Prove or show the statement is false with counterexample:
Square matrices $A$ and $B$ commute if and only if $(A-B)(A+B)=A^2-B^2$
Now, this is a biconditional statement, so we must prove $X=>Y$ $\land$ $Y=>X$
I managed to prove $X=>Y$: if the statement $(A-B)(A+B)=A^2-B^2$ holds, the two matices must commute but how do you prove, or disprove $Y=>X$: if matrices commute the statement $(A-B)(A+B)=A^2-B^2$ holds?

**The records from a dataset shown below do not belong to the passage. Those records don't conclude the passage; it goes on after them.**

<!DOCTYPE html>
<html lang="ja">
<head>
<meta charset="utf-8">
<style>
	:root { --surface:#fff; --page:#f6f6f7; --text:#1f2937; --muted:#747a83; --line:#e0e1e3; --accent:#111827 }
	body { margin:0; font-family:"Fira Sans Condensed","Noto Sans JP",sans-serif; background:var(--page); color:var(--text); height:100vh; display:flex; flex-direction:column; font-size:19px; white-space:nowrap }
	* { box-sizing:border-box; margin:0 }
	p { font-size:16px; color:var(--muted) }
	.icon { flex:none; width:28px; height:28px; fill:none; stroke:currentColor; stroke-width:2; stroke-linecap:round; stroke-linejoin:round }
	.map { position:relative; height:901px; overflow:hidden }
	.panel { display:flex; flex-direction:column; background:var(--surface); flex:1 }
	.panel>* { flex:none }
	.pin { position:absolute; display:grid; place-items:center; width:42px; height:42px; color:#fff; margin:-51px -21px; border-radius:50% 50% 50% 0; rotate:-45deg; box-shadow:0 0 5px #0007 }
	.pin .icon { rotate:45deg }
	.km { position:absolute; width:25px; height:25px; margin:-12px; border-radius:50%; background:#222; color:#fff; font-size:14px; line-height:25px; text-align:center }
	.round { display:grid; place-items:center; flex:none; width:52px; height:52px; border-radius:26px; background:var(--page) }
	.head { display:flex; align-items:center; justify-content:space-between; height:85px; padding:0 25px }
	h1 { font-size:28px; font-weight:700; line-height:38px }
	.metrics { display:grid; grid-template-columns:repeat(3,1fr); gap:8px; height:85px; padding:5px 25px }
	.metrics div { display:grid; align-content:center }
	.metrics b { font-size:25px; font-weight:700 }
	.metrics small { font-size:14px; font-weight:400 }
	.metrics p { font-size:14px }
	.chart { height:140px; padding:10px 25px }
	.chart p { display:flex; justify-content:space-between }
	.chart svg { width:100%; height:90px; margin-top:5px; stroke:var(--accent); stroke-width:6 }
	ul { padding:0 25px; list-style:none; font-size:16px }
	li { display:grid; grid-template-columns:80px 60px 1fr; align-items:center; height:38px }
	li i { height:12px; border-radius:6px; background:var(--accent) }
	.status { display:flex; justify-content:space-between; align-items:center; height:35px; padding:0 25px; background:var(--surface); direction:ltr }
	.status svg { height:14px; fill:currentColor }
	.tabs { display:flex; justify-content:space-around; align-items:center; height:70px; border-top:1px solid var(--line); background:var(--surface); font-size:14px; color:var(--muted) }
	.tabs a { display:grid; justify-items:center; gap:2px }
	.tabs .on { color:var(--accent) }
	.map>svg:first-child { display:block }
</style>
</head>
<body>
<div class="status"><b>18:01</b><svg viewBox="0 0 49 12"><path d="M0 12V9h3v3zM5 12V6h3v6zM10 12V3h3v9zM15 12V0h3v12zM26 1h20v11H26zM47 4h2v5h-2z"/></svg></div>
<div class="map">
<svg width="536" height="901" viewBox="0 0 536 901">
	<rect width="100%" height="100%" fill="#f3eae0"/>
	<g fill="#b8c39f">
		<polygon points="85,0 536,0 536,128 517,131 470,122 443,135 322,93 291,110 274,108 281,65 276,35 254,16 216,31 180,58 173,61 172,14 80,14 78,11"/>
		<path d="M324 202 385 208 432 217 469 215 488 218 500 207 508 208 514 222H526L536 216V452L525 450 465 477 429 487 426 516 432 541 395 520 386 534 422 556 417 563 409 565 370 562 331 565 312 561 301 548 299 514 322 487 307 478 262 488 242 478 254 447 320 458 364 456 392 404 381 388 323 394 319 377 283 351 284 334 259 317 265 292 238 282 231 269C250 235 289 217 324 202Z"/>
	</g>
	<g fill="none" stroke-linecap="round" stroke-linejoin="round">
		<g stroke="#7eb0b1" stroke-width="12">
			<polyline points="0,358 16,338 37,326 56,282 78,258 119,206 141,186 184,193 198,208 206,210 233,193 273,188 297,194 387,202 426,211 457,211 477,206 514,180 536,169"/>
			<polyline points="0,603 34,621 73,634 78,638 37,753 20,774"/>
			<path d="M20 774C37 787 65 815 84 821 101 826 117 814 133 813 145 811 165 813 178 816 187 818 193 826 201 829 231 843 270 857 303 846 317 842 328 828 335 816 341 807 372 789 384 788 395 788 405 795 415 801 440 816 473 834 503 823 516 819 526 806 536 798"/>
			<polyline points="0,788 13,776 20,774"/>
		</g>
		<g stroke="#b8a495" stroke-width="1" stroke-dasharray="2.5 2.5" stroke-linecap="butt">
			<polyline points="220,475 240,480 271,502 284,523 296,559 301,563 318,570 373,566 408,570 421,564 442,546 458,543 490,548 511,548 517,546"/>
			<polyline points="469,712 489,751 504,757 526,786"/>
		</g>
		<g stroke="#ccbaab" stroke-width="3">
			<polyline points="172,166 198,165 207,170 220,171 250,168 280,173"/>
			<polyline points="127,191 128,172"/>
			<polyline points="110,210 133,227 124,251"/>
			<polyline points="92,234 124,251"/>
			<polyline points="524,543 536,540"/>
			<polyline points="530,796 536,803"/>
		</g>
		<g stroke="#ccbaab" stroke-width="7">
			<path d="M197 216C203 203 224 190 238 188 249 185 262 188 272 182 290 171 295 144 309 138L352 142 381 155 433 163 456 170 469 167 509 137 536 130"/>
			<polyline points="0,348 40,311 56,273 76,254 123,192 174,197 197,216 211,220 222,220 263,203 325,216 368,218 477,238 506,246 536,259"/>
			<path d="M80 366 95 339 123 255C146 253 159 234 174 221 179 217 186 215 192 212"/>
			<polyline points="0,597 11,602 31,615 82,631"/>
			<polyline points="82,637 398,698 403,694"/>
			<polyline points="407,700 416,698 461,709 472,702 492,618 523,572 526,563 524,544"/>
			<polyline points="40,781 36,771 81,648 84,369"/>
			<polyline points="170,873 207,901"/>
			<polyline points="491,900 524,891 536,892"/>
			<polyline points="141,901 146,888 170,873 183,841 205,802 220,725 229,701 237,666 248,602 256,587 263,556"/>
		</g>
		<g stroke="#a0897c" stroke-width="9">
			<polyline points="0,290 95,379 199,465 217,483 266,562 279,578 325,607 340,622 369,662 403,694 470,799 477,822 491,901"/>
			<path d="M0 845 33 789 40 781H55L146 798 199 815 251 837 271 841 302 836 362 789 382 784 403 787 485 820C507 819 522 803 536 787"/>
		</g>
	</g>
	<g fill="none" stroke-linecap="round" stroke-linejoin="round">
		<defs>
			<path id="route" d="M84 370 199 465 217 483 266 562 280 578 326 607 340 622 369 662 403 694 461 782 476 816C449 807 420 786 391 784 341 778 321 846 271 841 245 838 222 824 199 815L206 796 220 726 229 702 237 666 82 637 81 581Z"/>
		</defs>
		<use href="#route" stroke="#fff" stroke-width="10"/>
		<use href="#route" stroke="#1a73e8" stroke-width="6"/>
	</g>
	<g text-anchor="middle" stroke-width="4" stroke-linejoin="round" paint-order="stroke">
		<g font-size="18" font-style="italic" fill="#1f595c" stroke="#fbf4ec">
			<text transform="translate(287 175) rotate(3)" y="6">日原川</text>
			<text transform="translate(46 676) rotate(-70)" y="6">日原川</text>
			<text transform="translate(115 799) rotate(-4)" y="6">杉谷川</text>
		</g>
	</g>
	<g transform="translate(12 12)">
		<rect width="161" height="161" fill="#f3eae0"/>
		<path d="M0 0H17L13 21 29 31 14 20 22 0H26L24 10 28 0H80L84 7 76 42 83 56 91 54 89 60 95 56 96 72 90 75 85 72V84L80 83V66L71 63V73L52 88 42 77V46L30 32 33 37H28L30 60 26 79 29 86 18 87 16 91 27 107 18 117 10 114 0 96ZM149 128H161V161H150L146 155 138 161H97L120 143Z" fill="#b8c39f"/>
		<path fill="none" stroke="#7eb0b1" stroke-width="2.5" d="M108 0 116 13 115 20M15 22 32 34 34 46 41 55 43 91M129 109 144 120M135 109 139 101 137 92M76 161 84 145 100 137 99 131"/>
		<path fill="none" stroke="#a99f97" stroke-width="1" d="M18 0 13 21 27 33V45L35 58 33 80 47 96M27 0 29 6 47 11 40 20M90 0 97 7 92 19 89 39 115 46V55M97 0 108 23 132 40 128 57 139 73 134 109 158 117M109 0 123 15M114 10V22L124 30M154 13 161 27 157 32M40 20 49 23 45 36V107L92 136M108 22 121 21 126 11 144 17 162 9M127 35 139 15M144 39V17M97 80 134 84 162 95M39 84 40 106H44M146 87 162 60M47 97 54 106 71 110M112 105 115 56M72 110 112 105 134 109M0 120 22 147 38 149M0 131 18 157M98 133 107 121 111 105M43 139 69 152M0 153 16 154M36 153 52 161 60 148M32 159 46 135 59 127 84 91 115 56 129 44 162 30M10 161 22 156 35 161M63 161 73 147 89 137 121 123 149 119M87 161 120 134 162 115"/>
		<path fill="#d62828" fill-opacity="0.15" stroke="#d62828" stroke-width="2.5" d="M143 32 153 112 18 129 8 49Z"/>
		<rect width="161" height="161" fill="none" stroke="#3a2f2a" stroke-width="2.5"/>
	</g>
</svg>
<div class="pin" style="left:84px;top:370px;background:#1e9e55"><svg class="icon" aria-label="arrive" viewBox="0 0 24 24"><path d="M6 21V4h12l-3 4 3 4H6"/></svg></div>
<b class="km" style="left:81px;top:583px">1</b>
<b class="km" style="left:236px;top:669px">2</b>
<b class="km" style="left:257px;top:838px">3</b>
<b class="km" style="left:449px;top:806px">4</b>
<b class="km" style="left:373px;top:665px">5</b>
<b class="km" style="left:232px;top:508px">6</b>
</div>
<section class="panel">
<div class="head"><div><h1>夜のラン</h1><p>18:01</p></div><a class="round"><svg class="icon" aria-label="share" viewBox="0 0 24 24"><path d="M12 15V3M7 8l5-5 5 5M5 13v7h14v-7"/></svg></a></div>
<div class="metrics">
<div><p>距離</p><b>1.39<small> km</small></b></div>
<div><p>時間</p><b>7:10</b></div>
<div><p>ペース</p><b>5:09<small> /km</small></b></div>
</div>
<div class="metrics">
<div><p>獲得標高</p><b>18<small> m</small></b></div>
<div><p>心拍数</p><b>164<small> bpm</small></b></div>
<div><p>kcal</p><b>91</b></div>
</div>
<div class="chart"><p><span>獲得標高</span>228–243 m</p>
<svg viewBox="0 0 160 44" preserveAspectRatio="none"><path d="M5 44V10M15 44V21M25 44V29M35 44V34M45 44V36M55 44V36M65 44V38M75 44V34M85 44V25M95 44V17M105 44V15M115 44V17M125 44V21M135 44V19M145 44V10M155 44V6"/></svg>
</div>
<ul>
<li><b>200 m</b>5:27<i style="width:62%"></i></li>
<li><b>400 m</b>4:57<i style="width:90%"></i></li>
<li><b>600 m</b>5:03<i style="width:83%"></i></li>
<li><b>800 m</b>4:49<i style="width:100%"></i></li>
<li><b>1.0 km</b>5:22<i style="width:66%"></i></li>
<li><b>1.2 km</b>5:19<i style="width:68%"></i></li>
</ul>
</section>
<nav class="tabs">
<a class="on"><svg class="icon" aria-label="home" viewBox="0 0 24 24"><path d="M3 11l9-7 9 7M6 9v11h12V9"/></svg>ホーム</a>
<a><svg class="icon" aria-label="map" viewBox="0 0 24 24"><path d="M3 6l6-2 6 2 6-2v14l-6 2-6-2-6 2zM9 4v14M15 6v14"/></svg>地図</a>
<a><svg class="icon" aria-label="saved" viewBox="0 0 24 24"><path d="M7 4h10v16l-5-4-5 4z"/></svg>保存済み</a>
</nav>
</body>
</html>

Here is the part of the proof:
$(A-B)_{ik}=a_{ik}b_{jk}$
$(A+B)_{kj}=a_{kj}b_{kj}$
$(A-B)_{ik}(A+B)_{kj}$
=$\sum\limits_{k=1}^\mathbb{n}(A-B)_{ik}(A+B)_{kj}$
=$\sum\limits_{k=1}^\mathbb{n}(a_{ik}-b_{ik})(a_{kj}+b_{kj})$
=$\sum\limits_{k=1}^\mathbb{n}a_{ik}a_{kj}+a_{ik}b_{kj}-n_{ik}a_{kj}-b_{ik}b_{kj}$
=$\sum\limits_{k=1}^\mathbb{n}a_{ik}a_{kj}+\sum\limits_{k=1}^\mathbb{n}a_{ik}b_{kj}+\sum\limits_{k=1}^\mathbb{n}-b_{ik}a_{kj}+\sum\limits_{k=1}^\mathbb{n}-b_{ik}b_{kj}$
=$A^2_{ij}-B^2_{ij}+AB_{ij}-BA_{ij}$
From this we can see if the statement $(A-B)(A+B)=A^2-B^2$ holds, $AB_{ij}-BA_{ij}=0$ which is true only if matrices $A$ and $B$ commute.
How would you now prove or disproove that if matrices $A$ and $B$ commute $(A-B)(A+B)=A^2-B^2$ must be the case?
You're thinking way too overcomplicated. We have $$(A+B)(A-B)=A^2-AB+BA-B^2.$$ Both directions follow at once.